* **Work request**
Return all the lines below in which the string "path" appears.

━━━━━ Data records ━━━━━

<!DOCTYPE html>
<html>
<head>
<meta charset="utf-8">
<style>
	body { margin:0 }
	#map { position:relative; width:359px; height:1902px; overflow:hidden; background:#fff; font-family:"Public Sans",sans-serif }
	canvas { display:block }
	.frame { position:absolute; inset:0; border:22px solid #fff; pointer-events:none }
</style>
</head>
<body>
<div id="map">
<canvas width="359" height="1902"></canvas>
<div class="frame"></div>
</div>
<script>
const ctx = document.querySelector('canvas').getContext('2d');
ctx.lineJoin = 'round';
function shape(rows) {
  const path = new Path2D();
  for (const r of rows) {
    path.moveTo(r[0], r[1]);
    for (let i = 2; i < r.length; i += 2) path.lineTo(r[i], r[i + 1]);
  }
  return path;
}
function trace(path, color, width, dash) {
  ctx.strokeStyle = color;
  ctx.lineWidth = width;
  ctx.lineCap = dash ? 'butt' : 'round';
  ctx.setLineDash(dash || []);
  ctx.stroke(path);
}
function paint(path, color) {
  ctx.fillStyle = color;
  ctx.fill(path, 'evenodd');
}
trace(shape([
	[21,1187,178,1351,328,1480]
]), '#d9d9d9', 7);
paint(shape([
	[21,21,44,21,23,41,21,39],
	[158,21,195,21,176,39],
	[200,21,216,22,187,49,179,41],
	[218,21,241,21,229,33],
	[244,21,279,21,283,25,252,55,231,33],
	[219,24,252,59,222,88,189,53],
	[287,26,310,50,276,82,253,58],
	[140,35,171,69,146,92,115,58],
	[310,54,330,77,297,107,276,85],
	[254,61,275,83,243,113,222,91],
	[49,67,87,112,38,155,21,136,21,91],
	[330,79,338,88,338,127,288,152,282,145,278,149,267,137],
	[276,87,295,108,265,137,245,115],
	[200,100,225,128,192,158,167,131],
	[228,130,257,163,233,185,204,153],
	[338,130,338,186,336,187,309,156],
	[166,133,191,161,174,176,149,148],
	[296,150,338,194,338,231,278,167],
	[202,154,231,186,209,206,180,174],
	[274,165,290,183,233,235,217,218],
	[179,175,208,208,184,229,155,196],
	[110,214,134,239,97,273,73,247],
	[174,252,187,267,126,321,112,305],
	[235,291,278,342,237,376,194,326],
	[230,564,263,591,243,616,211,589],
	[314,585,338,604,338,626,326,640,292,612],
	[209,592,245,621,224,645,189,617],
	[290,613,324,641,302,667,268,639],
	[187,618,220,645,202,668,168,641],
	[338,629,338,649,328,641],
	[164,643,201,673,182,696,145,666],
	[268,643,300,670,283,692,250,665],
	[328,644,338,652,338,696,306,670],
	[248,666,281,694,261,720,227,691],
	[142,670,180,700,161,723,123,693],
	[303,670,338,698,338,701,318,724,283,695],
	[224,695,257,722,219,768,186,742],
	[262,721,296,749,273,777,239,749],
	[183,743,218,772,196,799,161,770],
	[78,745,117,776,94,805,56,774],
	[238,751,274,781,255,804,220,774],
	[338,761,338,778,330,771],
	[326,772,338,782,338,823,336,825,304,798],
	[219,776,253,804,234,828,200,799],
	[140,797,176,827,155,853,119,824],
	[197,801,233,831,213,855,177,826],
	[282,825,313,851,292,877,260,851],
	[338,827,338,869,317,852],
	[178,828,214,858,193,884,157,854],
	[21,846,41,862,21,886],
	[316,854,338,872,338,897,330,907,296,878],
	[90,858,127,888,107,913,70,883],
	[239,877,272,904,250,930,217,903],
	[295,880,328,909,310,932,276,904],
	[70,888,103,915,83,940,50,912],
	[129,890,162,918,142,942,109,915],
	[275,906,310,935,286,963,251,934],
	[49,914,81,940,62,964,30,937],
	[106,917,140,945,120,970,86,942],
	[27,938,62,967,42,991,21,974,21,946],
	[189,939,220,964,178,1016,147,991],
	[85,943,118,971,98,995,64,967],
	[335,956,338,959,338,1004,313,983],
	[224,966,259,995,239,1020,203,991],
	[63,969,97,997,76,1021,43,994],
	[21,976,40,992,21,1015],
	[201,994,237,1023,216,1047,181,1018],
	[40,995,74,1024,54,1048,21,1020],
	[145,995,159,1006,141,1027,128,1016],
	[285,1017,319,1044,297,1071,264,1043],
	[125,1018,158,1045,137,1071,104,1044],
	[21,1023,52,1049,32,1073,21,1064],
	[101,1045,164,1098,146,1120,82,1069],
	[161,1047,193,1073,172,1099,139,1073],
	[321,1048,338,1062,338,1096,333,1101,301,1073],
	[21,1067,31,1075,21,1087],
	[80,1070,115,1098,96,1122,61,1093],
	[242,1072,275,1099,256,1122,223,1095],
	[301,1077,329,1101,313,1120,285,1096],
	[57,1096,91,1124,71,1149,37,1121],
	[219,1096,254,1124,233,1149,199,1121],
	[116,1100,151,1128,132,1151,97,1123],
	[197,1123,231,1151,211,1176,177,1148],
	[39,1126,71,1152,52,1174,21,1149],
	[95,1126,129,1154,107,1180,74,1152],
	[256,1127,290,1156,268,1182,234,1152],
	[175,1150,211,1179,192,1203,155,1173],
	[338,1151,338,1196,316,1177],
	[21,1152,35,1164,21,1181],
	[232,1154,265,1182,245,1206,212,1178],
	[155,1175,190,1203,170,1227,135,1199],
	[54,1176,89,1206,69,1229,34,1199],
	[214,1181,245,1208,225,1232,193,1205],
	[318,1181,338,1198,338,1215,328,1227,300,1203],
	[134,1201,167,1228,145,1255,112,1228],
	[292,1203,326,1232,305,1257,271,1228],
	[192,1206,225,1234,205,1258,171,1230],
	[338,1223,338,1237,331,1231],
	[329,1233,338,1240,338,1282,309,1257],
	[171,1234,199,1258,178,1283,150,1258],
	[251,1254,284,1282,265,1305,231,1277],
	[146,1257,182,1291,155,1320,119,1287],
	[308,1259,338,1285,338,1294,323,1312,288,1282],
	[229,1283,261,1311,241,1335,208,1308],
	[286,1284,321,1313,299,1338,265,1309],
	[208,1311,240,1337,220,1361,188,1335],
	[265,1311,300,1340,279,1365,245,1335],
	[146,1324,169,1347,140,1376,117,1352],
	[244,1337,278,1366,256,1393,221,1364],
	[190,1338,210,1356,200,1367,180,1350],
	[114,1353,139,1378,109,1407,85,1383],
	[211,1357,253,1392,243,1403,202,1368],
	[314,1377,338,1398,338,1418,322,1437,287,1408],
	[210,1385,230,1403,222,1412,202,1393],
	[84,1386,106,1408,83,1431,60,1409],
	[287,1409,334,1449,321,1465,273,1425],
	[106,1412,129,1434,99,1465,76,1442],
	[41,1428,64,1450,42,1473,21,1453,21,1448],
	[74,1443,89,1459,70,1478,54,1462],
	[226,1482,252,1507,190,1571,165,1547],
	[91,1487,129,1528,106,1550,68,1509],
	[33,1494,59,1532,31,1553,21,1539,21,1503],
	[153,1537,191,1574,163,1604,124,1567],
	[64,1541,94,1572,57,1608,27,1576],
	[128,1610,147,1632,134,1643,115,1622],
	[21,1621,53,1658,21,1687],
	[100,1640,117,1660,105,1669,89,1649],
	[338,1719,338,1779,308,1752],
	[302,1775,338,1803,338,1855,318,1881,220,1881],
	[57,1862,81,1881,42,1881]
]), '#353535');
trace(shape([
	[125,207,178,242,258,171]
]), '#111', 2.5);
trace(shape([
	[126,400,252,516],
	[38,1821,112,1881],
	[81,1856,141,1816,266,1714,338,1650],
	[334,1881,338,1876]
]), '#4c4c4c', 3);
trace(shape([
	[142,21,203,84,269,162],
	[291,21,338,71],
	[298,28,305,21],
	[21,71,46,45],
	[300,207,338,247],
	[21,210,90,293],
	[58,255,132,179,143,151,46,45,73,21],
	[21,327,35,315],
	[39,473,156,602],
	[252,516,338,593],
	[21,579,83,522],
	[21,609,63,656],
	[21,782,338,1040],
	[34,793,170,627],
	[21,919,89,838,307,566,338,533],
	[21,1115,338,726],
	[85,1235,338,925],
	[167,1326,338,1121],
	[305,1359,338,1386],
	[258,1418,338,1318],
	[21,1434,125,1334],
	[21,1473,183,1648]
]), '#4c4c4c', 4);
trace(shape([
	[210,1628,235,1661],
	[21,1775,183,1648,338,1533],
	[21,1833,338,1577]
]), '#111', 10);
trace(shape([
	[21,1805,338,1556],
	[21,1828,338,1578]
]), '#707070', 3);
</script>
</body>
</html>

━━━━━

* **Answer to this task**
  const path = new Path2D();
    path.moveTo(r[0], r[1]);
    for (let i = 2; i < r.length; i += 2) path.lineTo(r[i], r[i + 1]);
  return path;
function trace(path, color, width, dash) {
  ctx.stroke(path);
function paint(path, color) {
  ctx.fill(path, 'evenodd');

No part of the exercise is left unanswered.